• [Requirement]
Show each line of the records below where the word "lineWidth" occurs.

==== Material provided ====

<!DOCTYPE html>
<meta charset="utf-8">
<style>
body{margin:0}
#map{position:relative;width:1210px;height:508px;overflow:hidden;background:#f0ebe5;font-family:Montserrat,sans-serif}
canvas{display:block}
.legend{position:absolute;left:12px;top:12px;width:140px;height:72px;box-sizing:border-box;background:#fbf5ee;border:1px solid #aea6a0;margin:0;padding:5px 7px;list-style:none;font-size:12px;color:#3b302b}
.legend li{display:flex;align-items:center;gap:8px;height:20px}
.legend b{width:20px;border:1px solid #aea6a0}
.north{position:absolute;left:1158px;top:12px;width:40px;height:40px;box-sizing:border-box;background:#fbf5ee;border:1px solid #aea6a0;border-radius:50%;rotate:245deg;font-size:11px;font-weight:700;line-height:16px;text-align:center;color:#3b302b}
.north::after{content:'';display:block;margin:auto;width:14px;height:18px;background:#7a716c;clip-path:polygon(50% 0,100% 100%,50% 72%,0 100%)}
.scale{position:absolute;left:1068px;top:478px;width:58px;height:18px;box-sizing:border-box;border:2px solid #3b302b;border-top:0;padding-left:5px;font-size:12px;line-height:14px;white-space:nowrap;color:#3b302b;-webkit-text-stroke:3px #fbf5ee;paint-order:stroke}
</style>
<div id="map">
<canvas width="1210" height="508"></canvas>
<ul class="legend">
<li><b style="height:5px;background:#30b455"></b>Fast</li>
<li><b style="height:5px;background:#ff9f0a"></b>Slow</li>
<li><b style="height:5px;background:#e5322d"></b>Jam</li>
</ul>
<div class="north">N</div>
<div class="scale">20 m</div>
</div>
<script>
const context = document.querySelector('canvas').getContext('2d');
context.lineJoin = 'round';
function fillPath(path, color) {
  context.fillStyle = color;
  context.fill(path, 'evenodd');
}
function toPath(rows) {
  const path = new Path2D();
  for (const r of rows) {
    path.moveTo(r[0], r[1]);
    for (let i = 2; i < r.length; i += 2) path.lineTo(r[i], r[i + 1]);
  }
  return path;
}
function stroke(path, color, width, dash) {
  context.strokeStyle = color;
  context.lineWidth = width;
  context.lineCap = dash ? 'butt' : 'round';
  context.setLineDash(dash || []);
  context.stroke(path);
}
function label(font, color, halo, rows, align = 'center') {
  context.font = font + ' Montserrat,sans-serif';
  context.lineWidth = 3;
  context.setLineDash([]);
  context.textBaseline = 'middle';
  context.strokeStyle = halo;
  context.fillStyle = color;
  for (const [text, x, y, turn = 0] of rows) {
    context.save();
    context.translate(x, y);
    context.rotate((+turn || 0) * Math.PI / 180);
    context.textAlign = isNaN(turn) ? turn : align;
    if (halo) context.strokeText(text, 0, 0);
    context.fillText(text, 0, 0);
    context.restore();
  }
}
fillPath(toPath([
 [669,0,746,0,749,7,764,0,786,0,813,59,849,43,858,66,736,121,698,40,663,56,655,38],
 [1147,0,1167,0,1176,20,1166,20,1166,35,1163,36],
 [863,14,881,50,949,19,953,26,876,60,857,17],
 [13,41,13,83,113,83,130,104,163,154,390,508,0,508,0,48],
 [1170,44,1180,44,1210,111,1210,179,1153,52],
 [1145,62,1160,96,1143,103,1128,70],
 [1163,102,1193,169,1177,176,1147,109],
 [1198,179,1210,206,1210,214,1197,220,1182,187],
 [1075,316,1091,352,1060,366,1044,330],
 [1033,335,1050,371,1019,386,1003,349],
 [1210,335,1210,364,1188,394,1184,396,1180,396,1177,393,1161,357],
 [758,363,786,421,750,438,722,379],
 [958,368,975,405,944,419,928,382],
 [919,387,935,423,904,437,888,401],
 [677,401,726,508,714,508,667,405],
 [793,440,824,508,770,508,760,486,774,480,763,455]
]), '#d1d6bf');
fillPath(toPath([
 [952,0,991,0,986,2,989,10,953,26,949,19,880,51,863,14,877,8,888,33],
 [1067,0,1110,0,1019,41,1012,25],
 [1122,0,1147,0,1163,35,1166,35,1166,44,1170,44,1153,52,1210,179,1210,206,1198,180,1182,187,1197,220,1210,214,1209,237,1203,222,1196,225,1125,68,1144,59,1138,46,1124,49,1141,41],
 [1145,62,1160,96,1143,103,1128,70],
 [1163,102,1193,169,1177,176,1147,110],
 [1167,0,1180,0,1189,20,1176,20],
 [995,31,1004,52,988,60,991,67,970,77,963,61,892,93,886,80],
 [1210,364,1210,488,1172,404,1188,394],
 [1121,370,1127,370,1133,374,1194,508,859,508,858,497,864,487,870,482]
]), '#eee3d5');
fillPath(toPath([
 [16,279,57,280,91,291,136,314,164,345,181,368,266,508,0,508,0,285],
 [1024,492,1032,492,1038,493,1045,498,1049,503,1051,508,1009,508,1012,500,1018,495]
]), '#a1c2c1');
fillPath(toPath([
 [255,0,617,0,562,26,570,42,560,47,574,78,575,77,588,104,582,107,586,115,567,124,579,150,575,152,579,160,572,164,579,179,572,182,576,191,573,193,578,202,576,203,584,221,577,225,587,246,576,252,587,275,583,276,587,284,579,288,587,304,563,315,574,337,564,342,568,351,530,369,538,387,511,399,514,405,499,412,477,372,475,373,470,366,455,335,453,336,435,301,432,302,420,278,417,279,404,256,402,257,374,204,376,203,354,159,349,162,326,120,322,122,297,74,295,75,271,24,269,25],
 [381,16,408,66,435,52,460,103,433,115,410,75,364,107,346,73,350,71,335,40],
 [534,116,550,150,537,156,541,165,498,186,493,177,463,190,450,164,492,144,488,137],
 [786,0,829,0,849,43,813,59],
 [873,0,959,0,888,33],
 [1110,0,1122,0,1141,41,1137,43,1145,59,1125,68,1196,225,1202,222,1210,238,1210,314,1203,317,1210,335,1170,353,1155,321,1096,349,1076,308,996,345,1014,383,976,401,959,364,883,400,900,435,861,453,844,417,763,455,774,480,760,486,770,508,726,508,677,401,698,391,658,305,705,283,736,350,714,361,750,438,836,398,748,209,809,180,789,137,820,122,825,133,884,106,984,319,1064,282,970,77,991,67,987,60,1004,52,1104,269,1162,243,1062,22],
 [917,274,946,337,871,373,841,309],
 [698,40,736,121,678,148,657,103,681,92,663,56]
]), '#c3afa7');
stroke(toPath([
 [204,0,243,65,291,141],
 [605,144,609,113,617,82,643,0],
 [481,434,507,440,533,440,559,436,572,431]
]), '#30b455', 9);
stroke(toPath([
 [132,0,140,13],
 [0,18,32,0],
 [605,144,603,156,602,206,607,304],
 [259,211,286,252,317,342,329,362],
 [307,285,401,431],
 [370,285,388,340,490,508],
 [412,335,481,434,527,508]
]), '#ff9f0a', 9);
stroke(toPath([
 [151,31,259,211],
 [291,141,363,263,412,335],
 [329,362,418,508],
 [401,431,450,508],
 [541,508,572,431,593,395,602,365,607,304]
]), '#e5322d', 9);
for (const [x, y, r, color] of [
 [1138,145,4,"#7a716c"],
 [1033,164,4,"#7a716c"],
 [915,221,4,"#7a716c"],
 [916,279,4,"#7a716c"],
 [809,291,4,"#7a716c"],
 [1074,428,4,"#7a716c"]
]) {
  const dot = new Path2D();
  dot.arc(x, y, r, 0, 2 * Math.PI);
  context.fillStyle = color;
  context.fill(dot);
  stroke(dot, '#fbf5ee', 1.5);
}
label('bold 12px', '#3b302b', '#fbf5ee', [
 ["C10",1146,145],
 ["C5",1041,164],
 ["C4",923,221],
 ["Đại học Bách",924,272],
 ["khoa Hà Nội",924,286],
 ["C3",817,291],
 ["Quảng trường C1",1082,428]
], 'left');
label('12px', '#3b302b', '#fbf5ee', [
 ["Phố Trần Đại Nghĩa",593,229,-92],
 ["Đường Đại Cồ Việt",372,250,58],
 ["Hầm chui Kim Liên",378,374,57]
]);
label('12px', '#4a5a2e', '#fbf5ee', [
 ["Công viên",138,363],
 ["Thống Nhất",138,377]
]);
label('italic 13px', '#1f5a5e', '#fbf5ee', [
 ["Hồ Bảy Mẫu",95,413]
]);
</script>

====

• [Task response]
  context.lineWidth = width;
  context.lineWidth = 3;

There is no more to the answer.